Hare Conditioned is a 1945 Warner Bros. cartoon in the Looney Tunes series. It was directed by Chuck Jones.[2][3]

Plot

[edit]

Bugs is revealed to be on display in the "Macy's Department Store" window, helping to advertise camping gear. After closing time, Bugs retires to have a well-earned carrot. The store manager appears and informs Bugs that since the summer sale's over, he is being transferred to another department, which Bugs puzzles over ("tax-ealdormen? "). The man tells the rabbit that he will look splendid... after he has been "stuffed". Right after Bugs does what he thinks could be a suitable pose, he ponders this for a second. Upon realizing that the manager intends to cut him open to be "stuffed," Bugs screams and begins a cartoon-long chase.

The manager then chases Bugs into the jewelry department with a gun and fires when he catches sight of Bugs' ears sticking up from a counter. Bugs moves his ears so the bullets miss, but seems to raise his hands in surrender. As the manager gloats that he'll finish Bugs off, Bugs pops out from behind the counter (revealing that the raised hands were just a pair of gloves on the tips of his ears), armed with a gun as well, and states he'll finish off the manager. He pulls the trigger, to which the gun sticks out three "bang" signs, prompting the manager to stick three "ouch" signs out of his mouth.

When the manager laughs that he outsmarted Bugs, Bugs distracts him, saying that he sounds "just like that guy on the radio: The Great Gildersneeze!" Bugs is right, the voice is a good imitation of Harold Peary's character in The Great Gildersleeve. The actor providing that voice here is uncredited, although Keith Scott seem to agree it was Dave Barry (for unknown reasons, Blanc dubbed one line for him - "Now I'll finish you off").[1] The manager gushes over this comment, and Bugs swipes the gun away, making it go off in the process. The manager demands to know if Bugs had been trying to outsmart him, to which Bugs innocently states that he just did and gives the manager a wacky kiss on the nose.

The manager then chases after Bugs into the ladies' department, where he sees a customer (Bugs in disguise). Bugs asks for a pair of bedroom slippers, to which the gushy manager removes Bugs' high heel and tickles his feet. While they're laughing, Bugs falls to the floor, revealing that what the manager was tickling was actually a mannequin leg, to which Bugs wiggles his real toe and escapes.

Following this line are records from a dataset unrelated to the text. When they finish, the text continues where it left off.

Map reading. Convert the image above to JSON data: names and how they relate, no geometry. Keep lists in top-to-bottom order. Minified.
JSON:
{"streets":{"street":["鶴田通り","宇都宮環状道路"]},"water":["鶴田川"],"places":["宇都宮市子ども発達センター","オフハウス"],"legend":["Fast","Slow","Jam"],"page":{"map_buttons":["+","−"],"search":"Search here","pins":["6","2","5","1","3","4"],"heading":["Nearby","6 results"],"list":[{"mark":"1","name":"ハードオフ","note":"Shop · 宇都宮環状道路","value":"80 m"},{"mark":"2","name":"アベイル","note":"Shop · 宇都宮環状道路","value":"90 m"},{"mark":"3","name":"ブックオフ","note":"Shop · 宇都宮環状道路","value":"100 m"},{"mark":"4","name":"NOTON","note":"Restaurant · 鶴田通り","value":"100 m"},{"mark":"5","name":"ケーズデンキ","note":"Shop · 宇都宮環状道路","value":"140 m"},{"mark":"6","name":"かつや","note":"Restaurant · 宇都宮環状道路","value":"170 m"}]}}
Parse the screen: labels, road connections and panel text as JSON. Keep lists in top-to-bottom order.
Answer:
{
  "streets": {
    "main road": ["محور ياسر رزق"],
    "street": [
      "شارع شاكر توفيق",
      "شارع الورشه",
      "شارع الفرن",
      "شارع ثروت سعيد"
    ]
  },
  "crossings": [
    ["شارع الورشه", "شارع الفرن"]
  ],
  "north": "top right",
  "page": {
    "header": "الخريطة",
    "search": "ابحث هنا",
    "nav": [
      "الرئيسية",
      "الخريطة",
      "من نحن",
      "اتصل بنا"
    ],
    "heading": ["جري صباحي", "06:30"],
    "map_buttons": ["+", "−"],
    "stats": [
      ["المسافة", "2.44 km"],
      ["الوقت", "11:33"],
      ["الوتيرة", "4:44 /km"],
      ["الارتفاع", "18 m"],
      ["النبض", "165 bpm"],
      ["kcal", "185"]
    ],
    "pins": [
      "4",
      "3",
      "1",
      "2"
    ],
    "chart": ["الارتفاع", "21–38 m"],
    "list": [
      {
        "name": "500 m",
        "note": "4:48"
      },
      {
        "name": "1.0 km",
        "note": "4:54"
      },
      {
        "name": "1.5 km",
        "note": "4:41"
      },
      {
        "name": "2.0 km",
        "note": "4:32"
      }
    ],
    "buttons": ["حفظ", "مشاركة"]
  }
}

The manager then chases Bugs through several departments where they each wear the outfit associated with that department (little boys, Turkish Baths, costume, sports). Bugs then blows his cover when the manager sees Bugs isn't wearing any lingerie.

As Bugs rushes upstairs, the manager gets into the elevator, where Bugs (in disguise again) brings him down. Just as the manager gets wise after exiting, Bugs tricks him into getting aboard another elevator going up, where the manager sees multiple Bugs's thumbing lifts on the elevator on each floor. Just as he comes back down, Bugs shoves the manager out of the elevator, making the manager rush up hundreds of flights of stairs to the top of the building.

Once at the top, Bugs pushes the manager down a shaft with an elevator under repair. Bugs then listens to the manager scream as he crashes to the ground floor, and while he remarks 'What a dope. What a maroon.', the manager, looking worse for wear, zips back up ready to strangle Bugs.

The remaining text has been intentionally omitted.